An FBI audio man had set up a sophisticated tape playback device with microwave transmission to headphones placed at the counsel tables, on the judge’s bench, beside each seat in the jury box. I would have liked to hear Bruce Springsteen pour out of those headphones, the Grateful Dead, the Rolling Stones, I would have liked to hear Jimi Hendrix’s version of the national anthem strip away the wax from our ears, but that’s not what we heard through those government approved high-fidelity headphones. What we heard, playing clearly, numbingly, for the whole of two full days, were the taped conversations of Michael Ruffing and City Councilman Jimmy Moore.
Moore:
Don’t do this, Mikey. You back out now, your project’s dead.
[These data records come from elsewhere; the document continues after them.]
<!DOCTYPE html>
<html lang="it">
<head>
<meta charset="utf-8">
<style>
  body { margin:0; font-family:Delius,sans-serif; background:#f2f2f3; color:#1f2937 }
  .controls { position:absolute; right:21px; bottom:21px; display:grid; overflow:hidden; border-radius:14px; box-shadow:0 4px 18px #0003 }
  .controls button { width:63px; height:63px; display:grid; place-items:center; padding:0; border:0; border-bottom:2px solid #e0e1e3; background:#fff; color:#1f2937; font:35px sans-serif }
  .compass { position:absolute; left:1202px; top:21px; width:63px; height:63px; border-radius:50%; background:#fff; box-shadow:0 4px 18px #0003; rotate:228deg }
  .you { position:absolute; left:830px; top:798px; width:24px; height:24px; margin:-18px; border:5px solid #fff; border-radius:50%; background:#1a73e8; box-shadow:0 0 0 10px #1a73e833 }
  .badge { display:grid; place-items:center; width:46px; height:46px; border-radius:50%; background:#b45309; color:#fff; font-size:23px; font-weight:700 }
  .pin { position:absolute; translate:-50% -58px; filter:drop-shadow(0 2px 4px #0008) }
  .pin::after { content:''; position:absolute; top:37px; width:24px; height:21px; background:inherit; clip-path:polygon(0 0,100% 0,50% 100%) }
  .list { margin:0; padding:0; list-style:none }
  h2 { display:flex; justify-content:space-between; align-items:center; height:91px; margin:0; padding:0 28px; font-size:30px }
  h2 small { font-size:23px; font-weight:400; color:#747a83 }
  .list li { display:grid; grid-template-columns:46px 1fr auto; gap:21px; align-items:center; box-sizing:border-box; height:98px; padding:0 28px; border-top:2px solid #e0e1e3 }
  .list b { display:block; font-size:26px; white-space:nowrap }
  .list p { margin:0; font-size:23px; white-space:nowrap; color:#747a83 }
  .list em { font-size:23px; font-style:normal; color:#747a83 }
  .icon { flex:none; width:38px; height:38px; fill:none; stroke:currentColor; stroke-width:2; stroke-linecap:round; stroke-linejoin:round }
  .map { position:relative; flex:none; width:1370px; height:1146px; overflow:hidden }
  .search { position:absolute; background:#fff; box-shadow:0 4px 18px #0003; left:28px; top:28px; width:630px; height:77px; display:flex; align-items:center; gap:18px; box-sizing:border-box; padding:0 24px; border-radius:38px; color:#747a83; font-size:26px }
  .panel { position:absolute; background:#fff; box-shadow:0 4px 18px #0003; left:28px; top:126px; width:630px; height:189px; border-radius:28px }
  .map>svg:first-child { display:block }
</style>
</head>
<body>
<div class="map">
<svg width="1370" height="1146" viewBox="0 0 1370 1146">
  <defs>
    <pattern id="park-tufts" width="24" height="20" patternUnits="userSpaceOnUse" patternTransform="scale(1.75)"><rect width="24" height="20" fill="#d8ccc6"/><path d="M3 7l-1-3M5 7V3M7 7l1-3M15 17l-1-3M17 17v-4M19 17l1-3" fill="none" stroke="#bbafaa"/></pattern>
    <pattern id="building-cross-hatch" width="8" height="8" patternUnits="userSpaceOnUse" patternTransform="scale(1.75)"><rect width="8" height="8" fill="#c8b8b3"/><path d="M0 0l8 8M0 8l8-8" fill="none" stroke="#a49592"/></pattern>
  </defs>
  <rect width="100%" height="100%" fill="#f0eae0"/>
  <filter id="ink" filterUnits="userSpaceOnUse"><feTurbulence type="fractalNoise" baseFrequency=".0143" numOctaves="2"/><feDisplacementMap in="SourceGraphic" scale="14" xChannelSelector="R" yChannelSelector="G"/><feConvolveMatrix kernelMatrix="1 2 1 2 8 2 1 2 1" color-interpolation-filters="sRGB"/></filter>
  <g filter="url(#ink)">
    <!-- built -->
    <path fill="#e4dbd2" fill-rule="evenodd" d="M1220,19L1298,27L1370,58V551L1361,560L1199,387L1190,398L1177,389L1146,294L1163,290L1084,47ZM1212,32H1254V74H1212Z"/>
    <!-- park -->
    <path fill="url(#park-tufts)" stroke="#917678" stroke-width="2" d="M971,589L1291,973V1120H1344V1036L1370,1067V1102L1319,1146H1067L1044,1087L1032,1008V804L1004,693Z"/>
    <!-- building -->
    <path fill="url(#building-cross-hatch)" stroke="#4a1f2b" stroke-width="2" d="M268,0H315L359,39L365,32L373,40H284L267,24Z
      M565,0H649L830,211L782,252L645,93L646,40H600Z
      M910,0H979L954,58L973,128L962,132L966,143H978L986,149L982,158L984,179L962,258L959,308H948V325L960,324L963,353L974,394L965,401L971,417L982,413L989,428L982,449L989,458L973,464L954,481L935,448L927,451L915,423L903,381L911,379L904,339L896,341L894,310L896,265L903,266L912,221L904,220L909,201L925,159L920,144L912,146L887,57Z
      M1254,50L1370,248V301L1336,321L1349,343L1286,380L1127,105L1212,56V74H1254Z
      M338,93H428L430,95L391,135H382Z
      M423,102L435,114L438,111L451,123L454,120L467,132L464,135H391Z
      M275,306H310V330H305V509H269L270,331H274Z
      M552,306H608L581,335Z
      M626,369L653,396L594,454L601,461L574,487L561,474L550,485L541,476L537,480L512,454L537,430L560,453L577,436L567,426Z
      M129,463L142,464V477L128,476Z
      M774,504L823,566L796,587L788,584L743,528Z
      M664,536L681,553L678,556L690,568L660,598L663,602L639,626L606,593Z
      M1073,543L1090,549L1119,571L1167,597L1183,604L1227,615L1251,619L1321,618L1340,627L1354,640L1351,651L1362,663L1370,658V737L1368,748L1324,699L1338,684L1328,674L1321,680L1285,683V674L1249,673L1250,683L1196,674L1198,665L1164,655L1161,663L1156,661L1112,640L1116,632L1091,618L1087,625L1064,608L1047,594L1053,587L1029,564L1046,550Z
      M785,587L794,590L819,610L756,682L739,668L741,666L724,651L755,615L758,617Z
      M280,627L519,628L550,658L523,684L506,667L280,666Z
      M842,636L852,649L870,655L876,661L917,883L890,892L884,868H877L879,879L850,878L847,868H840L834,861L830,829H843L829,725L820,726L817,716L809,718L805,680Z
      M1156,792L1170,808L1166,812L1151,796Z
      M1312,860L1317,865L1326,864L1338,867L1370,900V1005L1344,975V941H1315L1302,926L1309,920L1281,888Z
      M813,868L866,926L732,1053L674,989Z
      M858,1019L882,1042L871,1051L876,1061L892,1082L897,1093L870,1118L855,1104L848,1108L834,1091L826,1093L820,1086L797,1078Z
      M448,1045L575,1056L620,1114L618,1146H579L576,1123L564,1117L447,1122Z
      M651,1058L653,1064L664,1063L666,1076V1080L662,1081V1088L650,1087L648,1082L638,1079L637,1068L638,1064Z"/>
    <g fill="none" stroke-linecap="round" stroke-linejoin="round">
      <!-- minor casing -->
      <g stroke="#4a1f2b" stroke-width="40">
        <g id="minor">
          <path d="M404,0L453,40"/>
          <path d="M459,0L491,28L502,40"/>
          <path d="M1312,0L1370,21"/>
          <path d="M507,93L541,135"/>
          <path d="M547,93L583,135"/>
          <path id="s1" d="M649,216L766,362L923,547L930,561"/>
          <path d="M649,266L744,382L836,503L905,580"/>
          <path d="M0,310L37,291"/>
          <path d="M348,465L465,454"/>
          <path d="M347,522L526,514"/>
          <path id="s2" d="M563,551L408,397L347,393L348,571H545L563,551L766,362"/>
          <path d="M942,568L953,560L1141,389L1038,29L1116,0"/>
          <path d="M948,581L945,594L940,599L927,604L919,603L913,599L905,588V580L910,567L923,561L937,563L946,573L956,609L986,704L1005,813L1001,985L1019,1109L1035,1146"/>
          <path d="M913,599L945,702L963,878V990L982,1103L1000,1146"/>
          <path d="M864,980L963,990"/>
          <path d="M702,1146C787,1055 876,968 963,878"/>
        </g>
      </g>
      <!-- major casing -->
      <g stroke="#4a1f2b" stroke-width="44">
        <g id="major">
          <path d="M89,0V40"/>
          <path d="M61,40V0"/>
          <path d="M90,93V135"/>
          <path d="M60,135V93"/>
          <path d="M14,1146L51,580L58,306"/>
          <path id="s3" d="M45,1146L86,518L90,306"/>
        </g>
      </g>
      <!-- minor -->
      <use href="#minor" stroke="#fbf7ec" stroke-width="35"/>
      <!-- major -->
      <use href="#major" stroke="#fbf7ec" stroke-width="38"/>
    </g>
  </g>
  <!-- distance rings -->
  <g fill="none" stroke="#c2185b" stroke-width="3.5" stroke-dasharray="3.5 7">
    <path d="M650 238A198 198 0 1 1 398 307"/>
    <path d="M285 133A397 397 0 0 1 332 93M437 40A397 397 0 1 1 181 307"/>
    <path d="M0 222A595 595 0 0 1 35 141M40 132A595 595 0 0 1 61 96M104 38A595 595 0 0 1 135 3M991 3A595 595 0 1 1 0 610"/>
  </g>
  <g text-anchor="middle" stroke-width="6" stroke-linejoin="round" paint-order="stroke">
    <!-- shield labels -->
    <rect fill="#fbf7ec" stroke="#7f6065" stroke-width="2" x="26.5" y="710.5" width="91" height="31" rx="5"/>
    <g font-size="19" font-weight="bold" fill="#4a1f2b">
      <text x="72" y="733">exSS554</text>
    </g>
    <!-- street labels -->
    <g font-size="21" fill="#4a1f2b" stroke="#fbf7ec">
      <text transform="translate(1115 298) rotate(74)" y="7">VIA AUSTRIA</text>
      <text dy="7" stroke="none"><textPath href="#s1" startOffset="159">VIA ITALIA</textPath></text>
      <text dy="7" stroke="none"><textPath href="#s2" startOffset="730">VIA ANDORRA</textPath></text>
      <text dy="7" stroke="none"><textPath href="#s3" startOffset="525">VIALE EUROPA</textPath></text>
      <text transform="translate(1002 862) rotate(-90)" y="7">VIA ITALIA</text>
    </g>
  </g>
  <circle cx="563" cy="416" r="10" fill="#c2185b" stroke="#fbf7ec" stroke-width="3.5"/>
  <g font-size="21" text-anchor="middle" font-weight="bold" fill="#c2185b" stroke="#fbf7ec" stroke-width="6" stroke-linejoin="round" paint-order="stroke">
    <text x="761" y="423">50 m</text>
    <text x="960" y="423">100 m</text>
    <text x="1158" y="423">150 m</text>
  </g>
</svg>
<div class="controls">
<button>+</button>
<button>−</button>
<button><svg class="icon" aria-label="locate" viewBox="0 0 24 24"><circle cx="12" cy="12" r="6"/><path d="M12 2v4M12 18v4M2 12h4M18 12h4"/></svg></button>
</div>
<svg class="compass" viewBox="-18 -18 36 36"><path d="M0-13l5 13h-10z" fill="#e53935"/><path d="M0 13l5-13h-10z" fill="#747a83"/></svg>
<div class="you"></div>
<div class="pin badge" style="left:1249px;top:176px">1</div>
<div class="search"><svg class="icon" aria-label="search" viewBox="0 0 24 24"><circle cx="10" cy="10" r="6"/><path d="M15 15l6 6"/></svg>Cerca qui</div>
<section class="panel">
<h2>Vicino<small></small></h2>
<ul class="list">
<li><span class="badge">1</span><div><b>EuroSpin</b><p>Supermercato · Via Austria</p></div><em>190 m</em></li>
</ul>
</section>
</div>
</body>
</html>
Dead.
Ruffing:
My new investor don’t think so.
Moore:
It’s that cookie baker, isn’t it?
Ruffing:
Shut up. You were taking too much anyway, you know? You were being greedy.
Moore:
So that’s it, is it, Mikey? I’m sending my man Concannon down.
Ruffing:
I don’t want Concannon.
Moore:
You listen, you shit. You talk to Concannon, right? I ain’t no hack from Hackensack, we had a deal. A deal. This isn’t just politics. We’re on a mission here, Mikey, and I won’t let you back down from your responsibilities. You catch what I’m telling you here? You catch it, Mikey?
I had heard the tapes before, knew every line now almost by heart. I knew what had been said, but the jury didn’t. When Moore threatened the hell out of Michael Ruffing on the tape the whole of the jury, headphones firmly on, reacted like I had reacted the first time I had heard it: their necks reared, their eyes fixed on both Moore and Concannon, and the squints in their eyes were like squints of a posse intent on a hanging. Not an encouraging sign after just one witness.